Una ética que se pretende honesta derrapa al reducirse a la abstracción de las ideas o a las meras intenciones.
Nos gustaría promulgar, como Kant, un juicio tajante de lo bueno y lo malo, al margen de lo que está a nuestro alcance o se nos escapa. Sin embargo, ¿de qué nos sirve la disquisición teórica sobre la bondad si no contamos con nuestras posibilidades? Puesto que somos seres limitados, condicionados, necesitados, no podemos desentendernos del error, de la carencia, de la depravación. Quizá sea esa la prevención del cristianismo al declararnos pecadores por naturaleza.

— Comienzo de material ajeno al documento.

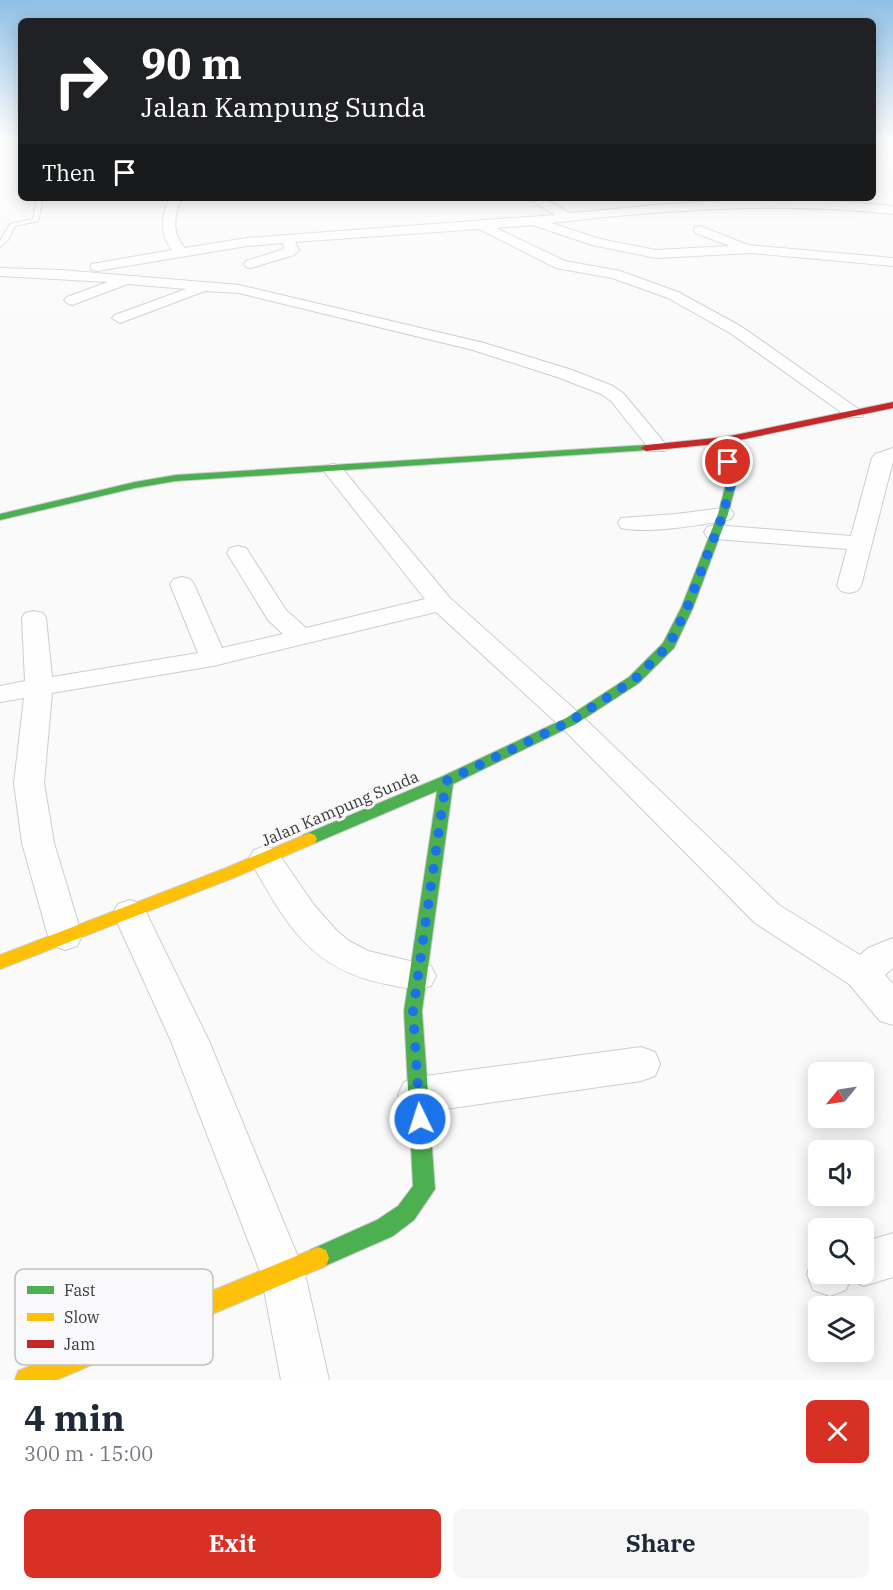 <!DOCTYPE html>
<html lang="en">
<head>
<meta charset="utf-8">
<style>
	:root { --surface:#fff; --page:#f6f6f7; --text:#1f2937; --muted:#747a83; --accent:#d93025 }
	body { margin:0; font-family:"IBM Plex Serif",serif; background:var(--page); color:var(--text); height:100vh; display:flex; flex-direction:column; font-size:22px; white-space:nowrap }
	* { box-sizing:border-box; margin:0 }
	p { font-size:20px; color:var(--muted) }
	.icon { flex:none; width:33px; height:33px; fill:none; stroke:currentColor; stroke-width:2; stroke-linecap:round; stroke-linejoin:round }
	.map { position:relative; height:1380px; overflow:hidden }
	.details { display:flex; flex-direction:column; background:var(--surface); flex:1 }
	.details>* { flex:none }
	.guide { position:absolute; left:18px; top:18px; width:858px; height:183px; border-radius:9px; box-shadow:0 3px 15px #0003; background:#202124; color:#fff; overflow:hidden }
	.needle { width:39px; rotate:240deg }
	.controls { position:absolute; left:808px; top:1062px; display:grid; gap:12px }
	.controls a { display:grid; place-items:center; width:66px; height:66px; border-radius:9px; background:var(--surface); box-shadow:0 3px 15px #0003; font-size:30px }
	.pin { position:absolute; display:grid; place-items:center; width:51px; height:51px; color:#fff; margin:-26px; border:3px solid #fff; border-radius:50%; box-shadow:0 2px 6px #0007 }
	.me { position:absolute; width:66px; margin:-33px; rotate:356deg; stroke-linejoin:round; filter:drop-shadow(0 0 4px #0008) }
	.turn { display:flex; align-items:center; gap:21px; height:126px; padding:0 24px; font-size:27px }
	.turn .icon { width:78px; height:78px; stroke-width:2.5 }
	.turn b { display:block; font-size:42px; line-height:51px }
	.then { display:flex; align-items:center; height:57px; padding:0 24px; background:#0003; gap:12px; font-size:22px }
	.round { display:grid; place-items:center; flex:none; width:63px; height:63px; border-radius:9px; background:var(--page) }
	.overview { display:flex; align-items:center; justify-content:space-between; height:102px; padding:0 24px }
	h1 { font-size:36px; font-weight:700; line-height:45px }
	.button { display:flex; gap:12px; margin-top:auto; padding:12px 24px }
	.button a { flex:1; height:69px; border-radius:9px; background:var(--accent); color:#fff; font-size:24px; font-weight:700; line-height:69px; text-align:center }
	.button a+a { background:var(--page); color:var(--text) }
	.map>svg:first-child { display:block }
</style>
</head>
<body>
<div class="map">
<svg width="893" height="1380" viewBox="0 0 893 1380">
	<rect width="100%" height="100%" fill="#fafafb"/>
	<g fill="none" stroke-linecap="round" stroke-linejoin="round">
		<g stroke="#cdcdce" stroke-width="2">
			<path id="lane" d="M37 198H43L38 221 15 226 8 240 0 247V241L10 224 33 219Z"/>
		</g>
		<g stroke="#cdcdce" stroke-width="2">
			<g id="street">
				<path d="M170 198H182C174 215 171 233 185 248L247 238 555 215 528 198H543L570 213 667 204 759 199 850 202 893 206V214C778 201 665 210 551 223L600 239 656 250 730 246 695 233 694 230 695 227 700 226 748 245 893 258V266L751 253 656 258 592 245 532 225 496 228 565 261 620 271 678 292 742 327 864 413 862 417H848L730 333 668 298 612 278 556 268 479 229 295 242 299 250 294 255 251 268 246 267 244 264 246 261 284 249 283 243 247 246 97 271 92 270 90 267 92 264 97 263 172 250C159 233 161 216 170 198Z"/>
				<path d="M0 268 61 270 239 285 484 343 572 370 613 386 623 393 668 447 665 451H651L611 401 601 394 560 378 473 350 239 293 205 291 120 323 112 318 115 315 186 289 128 284 72 305 67 303 64 300 67 297 108 282 0 276Z"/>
				<path d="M893 448V461L861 586 857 591 849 593 841 591 837 586 847 549 715 539 707 537 704 532 707 527 715 525 851 536 872 458 875 454Z"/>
				<path d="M333 464 340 466 450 598 581 715 779 905 860 955 868 948 893 938V968L885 975 893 984V1025L880 1021 849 984 755 923 561 727 436 612 213 666 52 693 44 783 54 843 82 936 77 946 65 950 53 946 48 936 22 843 14 783 24 698 0 702V686L25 681 22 618 25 613 34 611 43 613 46 618 52 677 198 653 170 584 174 579 182 577 190 579 194 584 222 648 283 634 268 620 227 553 230 548 238 546 246 548 286 610 306 628 425 599 323 470 326 466Z"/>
				<path d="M723 508 731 509 734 514 731 519C703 525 648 534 621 528L618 523 621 518 676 514Z"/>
				<path d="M265 846 276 850 314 905 336 930 349 941 368 951 431 966 436 976 431 986C415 992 402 987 386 984 309 969 285 922 249 858L254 850Z"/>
				<path d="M130 900 142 904 209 1041 305 1274 329 1380H281L261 1274 171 1041 113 913 118 904Z"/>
				<path d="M641 1047 655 1052 660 1064 655 1076 641 1081 418 1113 404 1108 398 1095 404 1082 418 1077Z"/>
				<path d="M893 1233V1277L864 1286 850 1280 846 1290 830 1296 813 1290 807 1274 813 1258 819 1256V1274H864V1242Z"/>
			</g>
		</g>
		<g stroke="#cdcdce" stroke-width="2">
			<g id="fast">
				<path d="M725 437 730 440 736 484 728 514 693 608 674 648 639 683 576 724 453 784 422 1011 435 1189 414 1220 393 1236 318 1269 310 1266 307 1258 310 1250 377 1220 398 1206 413 1186 404 1011 437 791 315 843H303L301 839 303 835 441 777 566 718 629 677 663 643 681 608 718 514 726 484 720 440Z"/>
				<path d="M646 445 649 446V450L176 481 135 488 0 520V514L135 482 176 475Z"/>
			</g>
		</g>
		<g stroke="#cdcdce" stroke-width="2">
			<g id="slow">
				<path d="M309 833 315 835 317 839 315 843 238 876 0 969V955L226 868Z"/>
				<path d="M318 1247 326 1250 329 1258 326 1266 56 1380H15L18 1371Z"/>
			</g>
		</g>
		<g stroke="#cdcdce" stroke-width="2">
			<path id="jam" d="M893 402V408L725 443 646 451 641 448 646 445 725 437Z"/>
		</g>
		<use href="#lane" fill="#fefefe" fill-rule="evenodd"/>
		<use href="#street" fill="#fefefe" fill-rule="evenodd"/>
		<use href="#fast" fill="#4caf50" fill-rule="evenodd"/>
		<use href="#slow" fill="#ffc107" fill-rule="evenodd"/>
		<use href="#jam" fill="#c62828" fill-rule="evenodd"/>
	</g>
	<linearGradient id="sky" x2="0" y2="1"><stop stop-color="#8fc0e6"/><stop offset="0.42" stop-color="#fdfdfd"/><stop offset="1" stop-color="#fdfdfd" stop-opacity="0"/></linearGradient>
	<rect width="893" height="334" fill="url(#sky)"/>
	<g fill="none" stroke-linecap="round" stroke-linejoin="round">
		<path stroke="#1a73e8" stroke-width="10" stroke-dasharray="0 18" d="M420 1119 413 1011 446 781 571 721 634 680 669 645 687 608 723 514 731 484 728 462"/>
	</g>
	<g text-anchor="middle" stroke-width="6" stroke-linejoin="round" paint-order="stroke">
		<g font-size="16" fill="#3a3a3b" stroke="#f9f9fc">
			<text transform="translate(340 808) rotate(-23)" y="6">Jalan Kampung Sunda</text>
		</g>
	</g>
	<rect x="15" y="1269" width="198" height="96" rx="9" fill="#f9f9fc" stroke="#c0c0c2" stroke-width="1.5"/>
	<rect x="27" y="1286" width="27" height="8" fill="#4caf50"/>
	<rect x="27" y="1313" width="27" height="8" fill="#ffc107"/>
	<rect x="27" y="1340" width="27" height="8" fill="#c62828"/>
	<g font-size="16" fill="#3a3a3b">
		<text x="64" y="1296">Fast</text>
		<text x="64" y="1323">Slow</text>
		<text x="64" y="1350">Jam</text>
	</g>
</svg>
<div class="controls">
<a><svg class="needle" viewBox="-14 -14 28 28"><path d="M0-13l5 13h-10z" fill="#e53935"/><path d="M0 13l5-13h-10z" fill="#747a83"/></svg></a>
<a><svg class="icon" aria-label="sound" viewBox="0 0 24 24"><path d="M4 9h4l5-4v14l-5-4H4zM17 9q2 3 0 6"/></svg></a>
<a><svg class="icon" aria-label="search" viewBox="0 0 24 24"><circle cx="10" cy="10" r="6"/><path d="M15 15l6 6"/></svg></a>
<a><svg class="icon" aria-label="layers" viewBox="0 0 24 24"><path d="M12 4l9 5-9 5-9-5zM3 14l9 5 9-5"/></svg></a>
</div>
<div class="pin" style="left:728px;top:462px;background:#d93025"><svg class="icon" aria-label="arrive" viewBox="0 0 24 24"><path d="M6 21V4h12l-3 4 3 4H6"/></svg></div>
<svg class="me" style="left:420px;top:1119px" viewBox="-20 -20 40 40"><circle r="17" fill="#1a73e8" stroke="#fff" stroke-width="3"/><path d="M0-11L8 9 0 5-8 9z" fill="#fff"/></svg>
<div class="guide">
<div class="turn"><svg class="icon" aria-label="right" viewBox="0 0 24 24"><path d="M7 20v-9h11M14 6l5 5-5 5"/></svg><div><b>90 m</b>Jalan Kampung Sunda</div></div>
<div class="then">Then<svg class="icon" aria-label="arrive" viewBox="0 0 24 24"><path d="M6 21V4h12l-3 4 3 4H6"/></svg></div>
</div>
</div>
<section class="details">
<div class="overview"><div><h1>4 min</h1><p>300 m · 15:00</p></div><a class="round" style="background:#d93025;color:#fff"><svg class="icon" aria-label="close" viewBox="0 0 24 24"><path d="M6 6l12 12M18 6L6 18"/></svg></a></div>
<div class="button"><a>Exit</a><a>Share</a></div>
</section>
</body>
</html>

Salimos al mundo con un mapa ideal; trazamos la ruta y nos disponemos a recorrerla. Pero el viaje está plagado de obstáculos desde el principio, y, por firme que sea la voluntad, a veces las fuerzas no alcanzan. Una ética coherente y realista debería atenerse a la naturaleza limitada del ser humano, y hacer valer, como pide Comte-Sponville, la humildad y la misericordia. No se trata de buscar excusas: siempre somos responsables, como postulaba Sartre; pero, a la vez, también estamos siempre limitados. Nadie podría asegurar que, en situaciones determinadas, no acabará comportándose como un cobarde, un traidor o un asesino. Aspiramos a lo mejor, pero lidiamos con lo peor. Los principios se aquilatan en el obrador de la compasión.